July 07, 1985|DONALD WOUTAT

Another chain of computer retail stores is being forged during the personal-computer sales slump. This one, Pathfinder Computer Centers of Torrance, claims it will shortly be the biggest chain of company-owned stores in Southern California.

Begun in 1982 as a single store in Encino, the firm now has 10 outlets in the Los Angeles area--some of them acquired from beleaguered proprietors--and has tentative agreements to buy five more area stores. Pathfinder said it also has reached an agreement in principle to buy an eight-store chain based in Albuquerque, N.M.

"We went into the year with five stores and plan to end it with 25," said Donald Hart, vice president for acquisitions, the former chief operating officer of a 44-store chain of computer retail stores owned by Xerox Corp.

The acquisition program got a boost last November from an initial public offering that raised $1.25 million.

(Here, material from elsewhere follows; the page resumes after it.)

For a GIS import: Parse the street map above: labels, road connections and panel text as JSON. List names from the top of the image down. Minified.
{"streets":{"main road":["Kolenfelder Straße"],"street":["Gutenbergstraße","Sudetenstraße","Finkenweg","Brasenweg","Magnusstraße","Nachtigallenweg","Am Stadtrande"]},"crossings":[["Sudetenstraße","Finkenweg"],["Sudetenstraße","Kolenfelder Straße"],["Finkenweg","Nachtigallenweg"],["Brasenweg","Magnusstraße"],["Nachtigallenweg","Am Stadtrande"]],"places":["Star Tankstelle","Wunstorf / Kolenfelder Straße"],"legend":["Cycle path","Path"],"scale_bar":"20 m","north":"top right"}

The company's stock is traded over-the-counter. Pathfinder was originally funded by Santa Fe, N.M., venture capitalist A. David Silver, now chairman.

Pathfinder's latest acquisition is Rainbow Computers, a two-store chain in the San Fernando Valley. It has agreements to buy a three-store Los Angeles chain called Computer Centres and two Computers Plus stores in Orange County. If completed, these deals would bring Pathfinder's revenue to an annual rate of more than $20 million, the company said.

Within six weeks, according to Hart, Pathfinder expects to complete the acquisition of 80% of Computer SuperStores of Albuquerque, whose eight outlets stretch from Midland, Tex., to Phoenix.

In theory at least, that acquisition would take the firm well past its break-even point of 16 stores and into the black, he said. Currently, Pathfinder is recording an operating loss of about $200,000 a month but should be profitable by the October-December quarter, he said.

Pathfinder might be evidence of what analysts are saying about the computer retail business: that large chains are best positioned to survive the shakeout that has spread throughout the computer industry and to exploit what is presumed to be a coming upturn in computer sales.

"We are grabbing some stores that weren't doing very well," said co-founder and Vice President Steven Rork, a former executive at University Stereo and the Federated Group. "By 1986, we think there's going to be a very, very strong market."

Pathfinder's main customers are small and medium-sized businesses. Its biggest line is AT&T, but the chain also sells IBM and Compaq models.